- _PROVIDED RECORDS_
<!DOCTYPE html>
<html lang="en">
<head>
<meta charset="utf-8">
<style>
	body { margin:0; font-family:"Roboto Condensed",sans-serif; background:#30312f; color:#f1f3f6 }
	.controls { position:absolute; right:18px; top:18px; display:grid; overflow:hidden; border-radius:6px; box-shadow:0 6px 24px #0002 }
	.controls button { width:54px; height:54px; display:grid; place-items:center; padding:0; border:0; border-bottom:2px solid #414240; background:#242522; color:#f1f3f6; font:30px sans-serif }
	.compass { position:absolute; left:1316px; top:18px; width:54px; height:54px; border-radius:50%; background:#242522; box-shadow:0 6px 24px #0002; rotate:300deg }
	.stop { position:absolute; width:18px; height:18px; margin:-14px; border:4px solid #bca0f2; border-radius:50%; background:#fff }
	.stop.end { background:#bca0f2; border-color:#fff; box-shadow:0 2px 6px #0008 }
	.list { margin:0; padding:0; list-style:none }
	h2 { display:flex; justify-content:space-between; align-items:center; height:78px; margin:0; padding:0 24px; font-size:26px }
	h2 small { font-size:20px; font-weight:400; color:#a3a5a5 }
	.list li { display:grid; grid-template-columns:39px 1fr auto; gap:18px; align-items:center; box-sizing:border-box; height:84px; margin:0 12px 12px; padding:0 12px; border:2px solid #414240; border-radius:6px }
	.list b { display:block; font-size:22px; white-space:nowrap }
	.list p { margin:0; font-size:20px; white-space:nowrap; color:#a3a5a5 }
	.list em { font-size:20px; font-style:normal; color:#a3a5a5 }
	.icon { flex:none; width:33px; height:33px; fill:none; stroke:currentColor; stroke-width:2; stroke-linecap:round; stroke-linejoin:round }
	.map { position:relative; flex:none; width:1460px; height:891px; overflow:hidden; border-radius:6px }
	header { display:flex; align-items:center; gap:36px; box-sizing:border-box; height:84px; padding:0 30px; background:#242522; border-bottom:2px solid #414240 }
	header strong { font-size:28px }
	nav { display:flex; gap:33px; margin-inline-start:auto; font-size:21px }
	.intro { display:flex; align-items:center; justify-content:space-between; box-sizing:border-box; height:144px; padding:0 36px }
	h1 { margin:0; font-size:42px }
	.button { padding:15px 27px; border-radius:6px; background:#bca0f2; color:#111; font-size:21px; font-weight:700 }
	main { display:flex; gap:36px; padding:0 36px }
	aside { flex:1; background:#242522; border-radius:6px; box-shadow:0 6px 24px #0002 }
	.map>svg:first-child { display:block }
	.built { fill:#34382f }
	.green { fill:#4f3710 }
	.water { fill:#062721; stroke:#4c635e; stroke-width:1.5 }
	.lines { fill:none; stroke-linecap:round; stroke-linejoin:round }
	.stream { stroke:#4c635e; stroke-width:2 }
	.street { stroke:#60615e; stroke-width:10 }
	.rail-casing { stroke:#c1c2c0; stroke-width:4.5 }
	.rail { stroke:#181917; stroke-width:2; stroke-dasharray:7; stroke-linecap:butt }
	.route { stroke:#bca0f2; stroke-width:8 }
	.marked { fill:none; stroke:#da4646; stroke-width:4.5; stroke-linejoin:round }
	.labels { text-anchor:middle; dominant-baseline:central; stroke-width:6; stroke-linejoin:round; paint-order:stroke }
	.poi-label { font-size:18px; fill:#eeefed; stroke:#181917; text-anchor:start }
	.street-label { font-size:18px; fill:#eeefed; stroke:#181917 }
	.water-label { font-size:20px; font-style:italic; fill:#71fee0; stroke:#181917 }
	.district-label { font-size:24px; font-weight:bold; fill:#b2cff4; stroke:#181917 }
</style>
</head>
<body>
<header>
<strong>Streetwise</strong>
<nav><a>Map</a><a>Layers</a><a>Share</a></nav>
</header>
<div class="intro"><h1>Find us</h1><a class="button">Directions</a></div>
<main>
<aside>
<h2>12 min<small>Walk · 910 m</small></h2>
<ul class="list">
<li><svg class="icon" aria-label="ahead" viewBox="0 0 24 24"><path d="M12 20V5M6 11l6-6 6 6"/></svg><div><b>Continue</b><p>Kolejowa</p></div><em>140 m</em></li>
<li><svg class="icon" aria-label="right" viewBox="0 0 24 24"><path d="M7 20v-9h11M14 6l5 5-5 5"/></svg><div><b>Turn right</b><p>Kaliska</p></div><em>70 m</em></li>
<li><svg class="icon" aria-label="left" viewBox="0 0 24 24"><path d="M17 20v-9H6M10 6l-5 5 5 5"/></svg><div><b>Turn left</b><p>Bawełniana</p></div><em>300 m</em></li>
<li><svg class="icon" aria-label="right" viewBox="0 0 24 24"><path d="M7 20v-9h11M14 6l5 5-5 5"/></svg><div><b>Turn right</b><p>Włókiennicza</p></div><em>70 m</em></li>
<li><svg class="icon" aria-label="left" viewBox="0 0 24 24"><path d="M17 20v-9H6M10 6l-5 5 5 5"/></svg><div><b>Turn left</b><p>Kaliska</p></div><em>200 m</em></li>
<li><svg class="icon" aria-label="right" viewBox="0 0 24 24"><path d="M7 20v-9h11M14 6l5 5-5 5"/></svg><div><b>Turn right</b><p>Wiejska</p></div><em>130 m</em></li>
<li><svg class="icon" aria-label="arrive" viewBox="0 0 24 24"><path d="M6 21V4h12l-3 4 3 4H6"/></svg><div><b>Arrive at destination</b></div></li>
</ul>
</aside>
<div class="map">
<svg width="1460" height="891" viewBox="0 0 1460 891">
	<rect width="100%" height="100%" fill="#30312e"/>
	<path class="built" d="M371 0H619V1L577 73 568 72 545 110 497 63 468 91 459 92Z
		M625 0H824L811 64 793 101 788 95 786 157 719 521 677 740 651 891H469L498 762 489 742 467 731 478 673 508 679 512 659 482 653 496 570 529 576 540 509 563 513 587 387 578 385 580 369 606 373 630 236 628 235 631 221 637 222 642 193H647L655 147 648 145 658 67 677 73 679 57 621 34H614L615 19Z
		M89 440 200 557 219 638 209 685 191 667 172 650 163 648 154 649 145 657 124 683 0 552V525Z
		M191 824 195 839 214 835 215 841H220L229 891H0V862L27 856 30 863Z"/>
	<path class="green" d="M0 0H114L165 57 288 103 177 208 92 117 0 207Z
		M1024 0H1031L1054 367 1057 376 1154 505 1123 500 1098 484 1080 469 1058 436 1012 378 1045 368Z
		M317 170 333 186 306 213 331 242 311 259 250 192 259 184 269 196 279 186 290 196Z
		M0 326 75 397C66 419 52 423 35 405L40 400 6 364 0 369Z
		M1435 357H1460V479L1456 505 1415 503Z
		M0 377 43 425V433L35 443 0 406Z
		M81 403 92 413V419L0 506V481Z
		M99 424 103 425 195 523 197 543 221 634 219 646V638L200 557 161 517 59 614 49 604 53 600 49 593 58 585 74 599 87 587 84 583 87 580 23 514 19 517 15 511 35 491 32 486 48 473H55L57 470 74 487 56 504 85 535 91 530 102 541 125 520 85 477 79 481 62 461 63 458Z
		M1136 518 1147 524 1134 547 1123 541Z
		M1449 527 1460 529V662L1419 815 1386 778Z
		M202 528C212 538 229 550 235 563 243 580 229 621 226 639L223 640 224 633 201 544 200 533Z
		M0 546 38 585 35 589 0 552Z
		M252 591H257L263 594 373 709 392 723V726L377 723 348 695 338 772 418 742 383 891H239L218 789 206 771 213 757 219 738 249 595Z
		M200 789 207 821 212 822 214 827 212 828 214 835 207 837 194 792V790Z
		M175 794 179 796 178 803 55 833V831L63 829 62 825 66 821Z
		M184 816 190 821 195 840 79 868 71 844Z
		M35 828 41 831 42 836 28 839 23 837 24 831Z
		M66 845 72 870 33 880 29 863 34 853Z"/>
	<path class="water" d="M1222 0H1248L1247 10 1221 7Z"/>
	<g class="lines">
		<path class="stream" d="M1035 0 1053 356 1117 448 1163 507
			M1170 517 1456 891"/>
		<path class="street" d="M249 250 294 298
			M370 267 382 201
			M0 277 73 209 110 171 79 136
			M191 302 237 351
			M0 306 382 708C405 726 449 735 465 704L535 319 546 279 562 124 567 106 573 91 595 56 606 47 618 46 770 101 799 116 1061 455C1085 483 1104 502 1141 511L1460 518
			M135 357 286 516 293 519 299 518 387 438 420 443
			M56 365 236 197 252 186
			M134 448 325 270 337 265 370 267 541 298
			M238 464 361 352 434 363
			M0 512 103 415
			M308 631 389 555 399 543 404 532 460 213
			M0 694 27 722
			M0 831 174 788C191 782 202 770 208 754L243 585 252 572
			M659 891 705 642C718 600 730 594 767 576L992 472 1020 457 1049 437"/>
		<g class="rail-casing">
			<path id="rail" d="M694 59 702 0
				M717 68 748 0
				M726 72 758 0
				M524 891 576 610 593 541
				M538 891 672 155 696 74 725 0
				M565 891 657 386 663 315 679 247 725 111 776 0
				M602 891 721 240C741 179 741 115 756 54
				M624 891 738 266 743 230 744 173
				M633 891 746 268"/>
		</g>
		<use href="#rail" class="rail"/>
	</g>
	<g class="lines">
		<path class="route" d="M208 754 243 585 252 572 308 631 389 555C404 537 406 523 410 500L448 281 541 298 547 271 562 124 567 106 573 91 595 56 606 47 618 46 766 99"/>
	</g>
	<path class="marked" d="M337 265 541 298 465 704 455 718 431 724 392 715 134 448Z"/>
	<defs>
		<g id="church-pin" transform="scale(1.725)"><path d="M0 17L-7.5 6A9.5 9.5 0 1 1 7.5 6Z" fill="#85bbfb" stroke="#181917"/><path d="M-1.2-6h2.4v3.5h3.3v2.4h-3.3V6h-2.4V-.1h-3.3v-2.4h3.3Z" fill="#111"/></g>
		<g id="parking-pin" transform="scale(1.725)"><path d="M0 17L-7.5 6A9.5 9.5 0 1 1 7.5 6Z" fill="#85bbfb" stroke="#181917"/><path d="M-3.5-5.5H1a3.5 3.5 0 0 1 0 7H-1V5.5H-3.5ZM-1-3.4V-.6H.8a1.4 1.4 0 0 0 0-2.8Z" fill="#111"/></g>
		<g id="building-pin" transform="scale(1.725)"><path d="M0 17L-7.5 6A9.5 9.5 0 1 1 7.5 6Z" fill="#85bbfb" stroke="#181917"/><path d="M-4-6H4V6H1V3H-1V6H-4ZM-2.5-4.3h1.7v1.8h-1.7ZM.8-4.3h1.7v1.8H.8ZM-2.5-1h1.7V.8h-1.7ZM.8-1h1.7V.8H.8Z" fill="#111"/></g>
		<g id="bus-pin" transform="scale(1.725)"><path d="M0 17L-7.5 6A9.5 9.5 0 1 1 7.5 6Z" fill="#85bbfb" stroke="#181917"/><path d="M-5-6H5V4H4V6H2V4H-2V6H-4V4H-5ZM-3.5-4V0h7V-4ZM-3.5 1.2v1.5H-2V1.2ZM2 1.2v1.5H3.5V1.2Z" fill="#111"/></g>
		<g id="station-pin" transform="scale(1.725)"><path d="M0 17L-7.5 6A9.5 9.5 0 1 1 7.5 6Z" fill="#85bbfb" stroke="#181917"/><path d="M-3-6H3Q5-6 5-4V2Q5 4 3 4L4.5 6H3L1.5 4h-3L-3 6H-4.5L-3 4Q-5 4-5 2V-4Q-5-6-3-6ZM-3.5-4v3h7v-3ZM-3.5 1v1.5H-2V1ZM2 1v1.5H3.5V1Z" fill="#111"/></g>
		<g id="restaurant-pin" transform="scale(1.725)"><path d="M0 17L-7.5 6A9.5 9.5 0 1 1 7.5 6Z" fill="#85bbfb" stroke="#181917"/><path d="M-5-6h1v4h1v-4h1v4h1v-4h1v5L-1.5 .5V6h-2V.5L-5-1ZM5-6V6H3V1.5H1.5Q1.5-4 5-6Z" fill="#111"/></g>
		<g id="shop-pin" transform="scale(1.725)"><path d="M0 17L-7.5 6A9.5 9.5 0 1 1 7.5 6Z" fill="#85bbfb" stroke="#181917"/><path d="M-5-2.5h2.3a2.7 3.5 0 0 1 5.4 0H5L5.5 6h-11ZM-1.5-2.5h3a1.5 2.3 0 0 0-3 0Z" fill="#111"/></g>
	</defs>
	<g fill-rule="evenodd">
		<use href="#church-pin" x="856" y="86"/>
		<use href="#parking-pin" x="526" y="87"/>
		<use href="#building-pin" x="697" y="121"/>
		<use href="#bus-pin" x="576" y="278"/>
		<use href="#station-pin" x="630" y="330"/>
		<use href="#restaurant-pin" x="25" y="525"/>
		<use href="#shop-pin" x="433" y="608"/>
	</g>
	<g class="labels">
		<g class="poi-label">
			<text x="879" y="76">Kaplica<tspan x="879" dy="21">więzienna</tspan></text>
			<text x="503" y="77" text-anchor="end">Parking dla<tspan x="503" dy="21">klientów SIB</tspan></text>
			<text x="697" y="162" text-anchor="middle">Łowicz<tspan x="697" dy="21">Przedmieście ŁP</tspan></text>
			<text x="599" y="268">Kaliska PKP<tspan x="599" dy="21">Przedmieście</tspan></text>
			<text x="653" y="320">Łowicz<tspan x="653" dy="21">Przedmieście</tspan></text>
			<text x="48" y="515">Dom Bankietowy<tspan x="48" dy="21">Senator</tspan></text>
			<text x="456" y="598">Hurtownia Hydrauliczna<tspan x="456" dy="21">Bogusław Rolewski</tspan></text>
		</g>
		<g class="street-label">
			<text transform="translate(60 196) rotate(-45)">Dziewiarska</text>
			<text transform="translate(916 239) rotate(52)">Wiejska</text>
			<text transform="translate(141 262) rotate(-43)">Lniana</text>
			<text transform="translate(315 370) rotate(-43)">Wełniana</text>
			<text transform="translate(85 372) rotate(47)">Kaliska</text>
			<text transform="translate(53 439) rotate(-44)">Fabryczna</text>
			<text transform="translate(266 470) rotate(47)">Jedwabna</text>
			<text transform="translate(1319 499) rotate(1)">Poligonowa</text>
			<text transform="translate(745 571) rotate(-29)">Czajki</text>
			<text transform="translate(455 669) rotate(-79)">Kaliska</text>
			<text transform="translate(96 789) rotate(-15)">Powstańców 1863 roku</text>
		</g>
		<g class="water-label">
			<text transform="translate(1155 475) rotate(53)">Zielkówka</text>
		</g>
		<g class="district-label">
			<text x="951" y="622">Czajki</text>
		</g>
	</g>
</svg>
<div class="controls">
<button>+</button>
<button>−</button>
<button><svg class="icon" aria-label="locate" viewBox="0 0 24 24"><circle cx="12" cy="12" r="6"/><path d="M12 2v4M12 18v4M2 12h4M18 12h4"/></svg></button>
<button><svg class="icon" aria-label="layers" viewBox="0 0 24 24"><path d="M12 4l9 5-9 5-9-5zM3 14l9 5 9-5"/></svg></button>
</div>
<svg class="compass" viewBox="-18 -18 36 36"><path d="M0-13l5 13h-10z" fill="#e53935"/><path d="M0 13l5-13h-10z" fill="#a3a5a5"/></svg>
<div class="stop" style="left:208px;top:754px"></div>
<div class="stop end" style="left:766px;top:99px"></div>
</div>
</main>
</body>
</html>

--

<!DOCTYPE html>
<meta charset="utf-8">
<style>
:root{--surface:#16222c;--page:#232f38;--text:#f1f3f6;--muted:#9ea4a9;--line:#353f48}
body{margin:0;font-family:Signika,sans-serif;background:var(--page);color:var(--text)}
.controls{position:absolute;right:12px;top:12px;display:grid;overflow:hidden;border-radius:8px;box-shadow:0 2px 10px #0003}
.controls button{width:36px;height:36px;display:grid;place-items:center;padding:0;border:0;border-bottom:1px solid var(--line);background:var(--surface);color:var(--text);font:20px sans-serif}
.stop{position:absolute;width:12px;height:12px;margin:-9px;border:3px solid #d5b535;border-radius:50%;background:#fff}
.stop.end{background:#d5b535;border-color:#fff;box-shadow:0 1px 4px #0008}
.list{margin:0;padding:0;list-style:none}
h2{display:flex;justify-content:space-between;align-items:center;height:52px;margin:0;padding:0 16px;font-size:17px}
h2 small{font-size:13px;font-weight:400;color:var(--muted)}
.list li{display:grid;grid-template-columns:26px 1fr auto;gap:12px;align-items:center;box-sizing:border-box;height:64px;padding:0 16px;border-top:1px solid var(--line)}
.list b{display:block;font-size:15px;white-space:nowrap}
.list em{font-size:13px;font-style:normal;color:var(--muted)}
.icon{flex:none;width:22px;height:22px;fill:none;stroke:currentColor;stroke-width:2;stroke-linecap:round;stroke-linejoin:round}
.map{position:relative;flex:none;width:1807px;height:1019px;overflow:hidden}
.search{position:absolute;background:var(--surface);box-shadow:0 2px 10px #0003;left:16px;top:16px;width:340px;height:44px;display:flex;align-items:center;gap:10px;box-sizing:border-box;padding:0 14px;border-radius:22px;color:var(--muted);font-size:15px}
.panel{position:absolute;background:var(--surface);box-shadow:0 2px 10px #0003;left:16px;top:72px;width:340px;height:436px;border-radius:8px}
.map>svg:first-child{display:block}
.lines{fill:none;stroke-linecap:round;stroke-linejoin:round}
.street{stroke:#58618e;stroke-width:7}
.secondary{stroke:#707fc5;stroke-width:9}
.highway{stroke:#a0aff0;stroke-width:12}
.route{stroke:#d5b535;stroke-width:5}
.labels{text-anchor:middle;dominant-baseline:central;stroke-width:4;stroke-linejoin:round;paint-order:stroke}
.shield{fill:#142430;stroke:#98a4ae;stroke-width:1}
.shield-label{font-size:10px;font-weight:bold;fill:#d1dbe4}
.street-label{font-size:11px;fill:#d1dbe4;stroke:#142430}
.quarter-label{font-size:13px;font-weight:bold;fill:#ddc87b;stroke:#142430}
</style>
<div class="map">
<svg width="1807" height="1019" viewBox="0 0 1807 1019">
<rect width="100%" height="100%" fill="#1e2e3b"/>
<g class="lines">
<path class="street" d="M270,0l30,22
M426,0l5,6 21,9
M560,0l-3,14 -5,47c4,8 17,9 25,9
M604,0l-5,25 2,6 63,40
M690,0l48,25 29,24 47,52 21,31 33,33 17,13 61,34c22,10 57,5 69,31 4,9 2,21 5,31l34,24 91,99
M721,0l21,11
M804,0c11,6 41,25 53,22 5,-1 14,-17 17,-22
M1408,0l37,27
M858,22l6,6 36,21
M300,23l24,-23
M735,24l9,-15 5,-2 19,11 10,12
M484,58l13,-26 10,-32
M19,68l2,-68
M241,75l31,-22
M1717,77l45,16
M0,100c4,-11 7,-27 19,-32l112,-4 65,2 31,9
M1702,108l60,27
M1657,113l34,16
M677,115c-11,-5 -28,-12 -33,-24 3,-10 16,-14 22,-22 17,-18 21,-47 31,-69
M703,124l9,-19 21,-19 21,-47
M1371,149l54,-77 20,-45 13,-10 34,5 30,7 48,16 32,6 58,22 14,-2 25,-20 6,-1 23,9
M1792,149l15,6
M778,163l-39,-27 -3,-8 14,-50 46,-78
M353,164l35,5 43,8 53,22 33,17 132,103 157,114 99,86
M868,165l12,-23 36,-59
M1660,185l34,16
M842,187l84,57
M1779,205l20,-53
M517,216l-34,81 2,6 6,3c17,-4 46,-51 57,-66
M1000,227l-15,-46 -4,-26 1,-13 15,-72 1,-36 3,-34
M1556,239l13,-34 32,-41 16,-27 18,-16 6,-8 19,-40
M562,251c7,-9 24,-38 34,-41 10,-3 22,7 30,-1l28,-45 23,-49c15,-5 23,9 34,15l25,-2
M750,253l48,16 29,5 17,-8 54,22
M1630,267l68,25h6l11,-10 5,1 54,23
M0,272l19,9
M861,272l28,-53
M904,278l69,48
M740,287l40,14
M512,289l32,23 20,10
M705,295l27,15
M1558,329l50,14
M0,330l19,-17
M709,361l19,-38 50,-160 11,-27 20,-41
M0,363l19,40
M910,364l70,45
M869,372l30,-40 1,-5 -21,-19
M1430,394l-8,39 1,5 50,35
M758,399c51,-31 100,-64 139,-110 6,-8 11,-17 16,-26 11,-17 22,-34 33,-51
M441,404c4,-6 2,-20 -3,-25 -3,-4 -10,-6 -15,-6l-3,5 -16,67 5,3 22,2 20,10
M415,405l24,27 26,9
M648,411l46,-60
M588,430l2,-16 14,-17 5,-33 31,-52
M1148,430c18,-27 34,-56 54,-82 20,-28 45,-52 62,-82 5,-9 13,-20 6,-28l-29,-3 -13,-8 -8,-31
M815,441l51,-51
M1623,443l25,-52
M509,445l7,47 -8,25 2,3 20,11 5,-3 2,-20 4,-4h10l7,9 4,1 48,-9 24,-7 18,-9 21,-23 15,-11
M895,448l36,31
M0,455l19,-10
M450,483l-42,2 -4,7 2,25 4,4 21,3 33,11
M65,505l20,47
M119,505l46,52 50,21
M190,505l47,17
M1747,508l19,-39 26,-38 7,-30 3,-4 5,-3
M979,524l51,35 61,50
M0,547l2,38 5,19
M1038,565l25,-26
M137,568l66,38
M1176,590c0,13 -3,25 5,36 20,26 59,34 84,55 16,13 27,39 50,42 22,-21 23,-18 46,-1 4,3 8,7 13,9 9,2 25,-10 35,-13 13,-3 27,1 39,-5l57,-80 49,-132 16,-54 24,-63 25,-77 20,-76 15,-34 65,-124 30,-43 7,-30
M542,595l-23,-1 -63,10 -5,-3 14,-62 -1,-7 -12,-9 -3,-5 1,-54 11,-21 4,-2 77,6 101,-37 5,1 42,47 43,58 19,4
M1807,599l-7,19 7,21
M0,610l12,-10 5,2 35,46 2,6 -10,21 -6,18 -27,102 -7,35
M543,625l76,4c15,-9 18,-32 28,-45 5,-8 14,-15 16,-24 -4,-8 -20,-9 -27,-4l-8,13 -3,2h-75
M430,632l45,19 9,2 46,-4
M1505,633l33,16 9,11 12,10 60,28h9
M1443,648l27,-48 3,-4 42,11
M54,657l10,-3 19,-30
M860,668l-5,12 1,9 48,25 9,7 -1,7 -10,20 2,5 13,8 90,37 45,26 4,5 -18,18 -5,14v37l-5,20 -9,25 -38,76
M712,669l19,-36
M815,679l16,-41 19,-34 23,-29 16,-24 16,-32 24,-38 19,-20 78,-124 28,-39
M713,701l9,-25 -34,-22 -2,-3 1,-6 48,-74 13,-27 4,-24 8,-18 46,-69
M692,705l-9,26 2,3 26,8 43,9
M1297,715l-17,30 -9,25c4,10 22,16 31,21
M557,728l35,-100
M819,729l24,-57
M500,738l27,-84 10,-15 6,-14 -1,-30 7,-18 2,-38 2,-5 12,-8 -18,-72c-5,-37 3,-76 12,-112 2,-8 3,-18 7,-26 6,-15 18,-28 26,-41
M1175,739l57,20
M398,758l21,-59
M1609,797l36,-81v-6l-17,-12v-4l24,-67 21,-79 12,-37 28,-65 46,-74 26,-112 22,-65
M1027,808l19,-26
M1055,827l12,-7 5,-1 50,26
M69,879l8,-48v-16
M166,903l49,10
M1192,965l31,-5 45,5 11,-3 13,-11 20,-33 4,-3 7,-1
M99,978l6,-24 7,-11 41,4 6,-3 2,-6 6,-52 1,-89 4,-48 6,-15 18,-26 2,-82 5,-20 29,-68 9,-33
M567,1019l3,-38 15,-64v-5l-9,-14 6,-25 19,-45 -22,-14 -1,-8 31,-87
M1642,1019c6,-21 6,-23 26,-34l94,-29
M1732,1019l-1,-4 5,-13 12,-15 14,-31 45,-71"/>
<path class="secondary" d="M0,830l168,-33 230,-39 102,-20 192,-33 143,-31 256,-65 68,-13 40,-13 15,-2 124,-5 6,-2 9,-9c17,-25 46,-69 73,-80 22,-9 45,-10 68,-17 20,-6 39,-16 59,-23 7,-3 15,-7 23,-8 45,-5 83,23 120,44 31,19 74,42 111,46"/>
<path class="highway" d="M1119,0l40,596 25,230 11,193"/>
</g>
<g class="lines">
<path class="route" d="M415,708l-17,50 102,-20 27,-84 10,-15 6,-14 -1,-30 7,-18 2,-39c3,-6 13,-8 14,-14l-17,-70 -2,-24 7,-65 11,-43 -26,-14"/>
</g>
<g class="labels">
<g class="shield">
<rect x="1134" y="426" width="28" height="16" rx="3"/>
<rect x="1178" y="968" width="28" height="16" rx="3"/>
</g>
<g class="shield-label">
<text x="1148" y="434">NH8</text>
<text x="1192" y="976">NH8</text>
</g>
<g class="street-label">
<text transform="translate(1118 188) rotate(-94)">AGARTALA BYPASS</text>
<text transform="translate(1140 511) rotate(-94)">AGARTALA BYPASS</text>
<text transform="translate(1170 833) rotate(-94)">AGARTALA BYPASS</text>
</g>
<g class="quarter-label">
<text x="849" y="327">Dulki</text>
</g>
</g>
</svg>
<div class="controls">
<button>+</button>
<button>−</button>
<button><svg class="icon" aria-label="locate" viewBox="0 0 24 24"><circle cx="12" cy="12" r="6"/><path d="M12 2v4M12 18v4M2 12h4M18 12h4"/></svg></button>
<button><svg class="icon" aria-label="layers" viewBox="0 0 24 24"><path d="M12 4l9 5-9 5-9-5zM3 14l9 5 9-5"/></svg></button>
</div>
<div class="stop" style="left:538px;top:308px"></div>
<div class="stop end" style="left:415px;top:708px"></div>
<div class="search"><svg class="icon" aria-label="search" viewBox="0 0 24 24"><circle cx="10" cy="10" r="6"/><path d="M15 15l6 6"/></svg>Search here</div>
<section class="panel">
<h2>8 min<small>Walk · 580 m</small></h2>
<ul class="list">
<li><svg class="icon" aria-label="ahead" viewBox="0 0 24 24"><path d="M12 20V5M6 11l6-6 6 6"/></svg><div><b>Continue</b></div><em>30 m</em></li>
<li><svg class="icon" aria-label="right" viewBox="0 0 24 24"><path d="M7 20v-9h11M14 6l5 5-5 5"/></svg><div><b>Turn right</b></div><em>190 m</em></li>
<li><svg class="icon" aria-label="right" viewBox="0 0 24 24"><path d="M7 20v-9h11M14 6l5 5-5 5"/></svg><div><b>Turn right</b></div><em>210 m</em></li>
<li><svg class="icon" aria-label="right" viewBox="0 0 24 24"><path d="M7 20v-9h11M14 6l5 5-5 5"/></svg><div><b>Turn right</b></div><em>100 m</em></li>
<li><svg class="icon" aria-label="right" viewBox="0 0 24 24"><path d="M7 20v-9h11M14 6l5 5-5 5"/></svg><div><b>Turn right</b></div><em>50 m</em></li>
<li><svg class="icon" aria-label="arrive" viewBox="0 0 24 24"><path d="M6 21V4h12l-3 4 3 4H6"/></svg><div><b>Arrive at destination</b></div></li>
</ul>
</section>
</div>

- _YOUR OBJECTIVE_
Each line that contains the string "columns" should be copied from the data above.

- _ANSWER SECTION_
	.list li { display:grid; grid-template-columns:39px 1fr auto; gap:18px; align-items:center; box-sizing:border-box; height:84px; margin:0 12px 12px; padding:0 12px; border:2px solid #414240; border-radius:6px }
.list li{display:grid;grid-template-columns:26px 1fr auto;gap:12px;align-items:center;box-sizing:border-box;height:64px;padding:0 16px;border-top:1px solid var(--line)}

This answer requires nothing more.